Start of Block

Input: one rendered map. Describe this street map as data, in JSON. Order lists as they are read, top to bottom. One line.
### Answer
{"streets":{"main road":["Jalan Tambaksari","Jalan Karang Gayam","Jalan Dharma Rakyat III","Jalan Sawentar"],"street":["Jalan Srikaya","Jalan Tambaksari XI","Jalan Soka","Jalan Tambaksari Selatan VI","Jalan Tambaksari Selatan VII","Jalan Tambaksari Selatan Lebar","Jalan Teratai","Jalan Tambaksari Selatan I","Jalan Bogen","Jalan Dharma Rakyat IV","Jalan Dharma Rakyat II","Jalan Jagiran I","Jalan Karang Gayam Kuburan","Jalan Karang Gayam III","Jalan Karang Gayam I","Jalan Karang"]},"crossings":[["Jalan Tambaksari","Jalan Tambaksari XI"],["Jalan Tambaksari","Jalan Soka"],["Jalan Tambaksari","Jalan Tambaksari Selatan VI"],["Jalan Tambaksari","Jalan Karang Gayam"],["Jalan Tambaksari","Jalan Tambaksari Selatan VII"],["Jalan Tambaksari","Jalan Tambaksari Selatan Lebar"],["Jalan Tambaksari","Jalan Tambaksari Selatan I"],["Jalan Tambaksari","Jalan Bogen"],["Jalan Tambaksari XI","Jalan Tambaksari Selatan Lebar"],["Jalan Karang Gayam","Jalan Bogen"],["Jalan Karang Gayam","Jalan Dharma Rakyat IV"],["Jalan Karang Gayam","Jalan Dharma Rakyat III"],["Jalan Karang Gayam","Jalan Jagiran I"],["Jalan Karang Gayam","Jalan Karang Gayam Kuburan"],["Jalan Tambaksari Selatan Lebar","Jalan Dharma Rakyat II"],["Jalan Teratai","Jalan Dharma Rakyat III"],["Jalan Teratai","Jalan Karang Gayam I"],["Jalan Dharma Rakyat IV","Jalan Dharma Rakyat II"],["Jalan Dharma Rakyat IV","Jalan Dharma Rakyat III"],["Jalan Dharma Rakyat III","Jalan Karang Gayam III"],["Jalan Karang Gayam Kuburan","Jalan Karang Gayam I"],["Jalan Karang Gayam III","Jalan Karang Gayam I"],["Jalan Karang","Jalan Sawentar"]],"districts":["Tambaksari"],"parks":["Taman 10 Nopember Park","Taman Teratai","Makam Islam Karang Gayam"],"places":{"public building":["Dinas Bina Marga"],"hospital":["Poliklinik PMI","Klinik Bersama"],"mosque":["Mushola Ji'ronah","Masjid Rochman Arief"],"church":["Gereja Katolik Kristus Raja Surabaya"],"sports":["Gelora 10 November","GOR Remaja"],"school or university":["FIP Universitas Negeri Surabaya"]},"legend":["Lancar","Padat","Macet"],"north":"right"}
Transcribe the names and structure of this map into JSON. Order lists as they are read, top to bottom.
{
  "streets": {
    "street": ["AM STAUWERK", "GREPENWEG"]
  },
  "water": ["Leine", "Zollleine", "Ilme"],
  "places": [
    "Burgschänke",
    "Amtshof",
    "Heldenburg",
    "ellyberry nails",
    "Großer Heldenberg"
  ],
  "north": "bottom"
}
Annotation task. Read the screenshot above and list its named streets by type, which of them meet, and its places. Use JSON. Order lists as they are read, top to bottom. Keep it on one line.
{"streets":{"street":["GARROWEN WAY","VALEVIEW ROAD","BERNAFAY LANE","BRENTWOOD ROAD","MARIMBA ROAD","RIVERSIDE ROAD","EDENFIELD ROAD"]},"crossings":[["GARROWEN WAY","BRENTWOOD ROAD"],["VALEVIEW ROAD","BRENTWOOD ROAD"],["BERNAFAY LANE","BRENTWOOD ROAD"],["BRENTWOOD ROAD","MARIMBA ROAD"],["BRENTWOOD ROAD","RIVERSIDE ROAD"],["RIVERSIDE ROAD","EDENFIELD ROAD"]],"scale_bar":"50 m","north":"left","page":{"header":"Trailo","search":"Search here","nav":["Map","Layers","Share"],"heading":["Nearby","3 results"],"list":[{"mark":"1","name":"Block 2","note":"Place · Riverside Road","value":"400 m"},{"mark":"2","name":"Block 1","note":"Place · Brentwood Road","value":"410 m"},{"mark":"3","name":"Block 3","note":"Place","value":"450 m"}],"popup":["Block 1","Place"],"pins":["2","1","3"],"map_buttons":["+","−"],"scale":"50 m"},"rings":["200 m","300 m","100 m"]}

End of Block

Activity – Extract the full set of entries word for word.

Completed task –
Input: one rendered map. Describe this street map as data, in JSON. Order lists as they are read, top to bottom. One line.
### Answer
{"streets":{"main road":["Jalan Tambaksari","Jalan Karang Gayam","Jalan Dharma Rakyat III","Jalan Sawentar"],"street":["Jalan Srikaya","Jalan Tambaksari XI","Jalan Soka","Jalan Tambaksari Selatan VI","Jalan Tambaksari Selatan VII","Jalan Tambaksari Selatan Lebar","Jalan Teratai","Jalan Tambaksari Selatan I","Jalan Bogen","Jalan Dharma Rakyat IV","Jalan Dharma Rakyat II","Jalan Jagiran I","Jalan Karang Gayam Kuburan","Jalan Karang Gayam III","Jalan Karang Gayam I","Jalan Karang"]},"crossings":[["Jalan Tambaksari","Jalan Tambaksari XI"],["Jalan Tambaksari","Jalan Soka"],["Jalan Tambaksari","Jalan Tambaksari Selatan VI"],["Jalan Tambaksari","Jalan Karang Gayam"],["Jalan Tambaksari","Jalan Tambaksari Selatan VII"],["Jalan Tambaksari","Jalan Tambaksari Selatan Lebar"],["Jalan Tambaksari","Jalan Tambaksari Selatan I"],["Jalan Tambaksari","Jalan Bogen"],["Jalan Tambaksari XI","Jalan Tambaksari Selatan Lebar"],["Jalan Karang Gayam","Jalan Bogen"],["Jalan Karang Gayam","Jalan Dharma Rakyat IV"],["Jalan Karang Gayam","Jalan Dharma Rakyat III"],["Jalan Karang Gayam","Jalan Jagiran I"],["Jalan Karang Gayam","Jalan Karang Gayam Kuburan"],["Jalan Tambaksari Selatan Lebar","Jalan Dharma Rakyat II"],["Jalan Teratai","Jalan Dharma Rakyat III"],["Jalan Teratai","Jalan Karang Gayam I"],["Jalan Dharma Rakyat IV","Jalan Dharma Rakyat II"],["Jalan Dharma Rakyat IV","Jalan Dharma Rakyat III"],["Jalan Dharma Rakyat III","Jalan Karang Gayam III"],["Jalan Karang Gayam Kuburan","Jalan Karang Gayam I"],["Jalan Karang Gayam III","Jalan Karang Gayam I"],["Jalan Karang","Jalan Sawentar"]],"districts":["Tambaksari"],"parks":["Taman 10 Nopember Park","Taman Teratai","Makam Islam Karang Gayam"],"places":{"public building":["Dinas Bina Marga"],"hospital":["Poliklinik PMI","Klinik Bersama"],"mosque":["Mushola Ji'ronah","Masjid Rochman Arief"],"church":["Gereja Katolik Kristus Raja Surabaya"],"sports":["Gelora 10 November","GOR Remaja"],"school or university":["FIP Universitas Negeri Surabaya"]},"legend":["Lancar","Padat","Macet"],"north":"right"}
Transcribe the names and structure of this map into JSON. Order lists as they are read, top to bottom.
{
  "streets": {
    "street": ["AM STAUWERK", "GREPENWEG"]
  },
  "water": ["Leine", "Zollleine", "Ilme"],
  "places": [
    "Burgschänke",
    "Amtshof",
    "Heldenburg",
    "ellyberry nails",
    "Großer Heldenberg"
  ],
  "north": "bottom"
}
Annotation task. Read the screenshot above and list its named streets by type, which of them meet, and its places. Use JSON. Order lists as they are read, top to bottom. Keep it on one line.
{"streets":{"street":["GARROWEN WAY","VALEVIEW ROAD","BERNAFAY LANE","BRENTWOOD ROAD","MARIMBA ROAD","RIVERSIDE ROAD","EDENFIELD ROAD"]},"crossings":[["GARROWEN WAY","BRENTWOOD ROAD"],["VALEVIEW ROAD","BRENTWOOD ROAD"],["BERNAFAY LANE","BRENTWOOD ROAD"],["BRENTWOOD ROAD","MARIMBA ROAD"],["BRENTWOOD ROAD","RIVERSIDE ROAD"],["RIVERSIDE ROAD","EDENFIELD ROAD"]],"scale_bar":"50 m","north":"left","page":{"header":"Trailo","search":"Search here","nav":["Map","Layers","Share"],"heading":["Nearby","3 results"],"list":[{"mark":"1","name":"Block 2","note":"Place · Riverside Road","value":"400 m"},{"mark":"2","name":"Block 1","note":"Place · Brentwood Road","value":"410 m"},{"mark":"3","name":"Block 3","note":"Place","value":"450 m"}],"popup":["Block 1","Place"],"pins":["2","1","3"],"map_buttons":["+","−"],"scale":"50 m"},"rings":["200 m","300 m","100 m"]}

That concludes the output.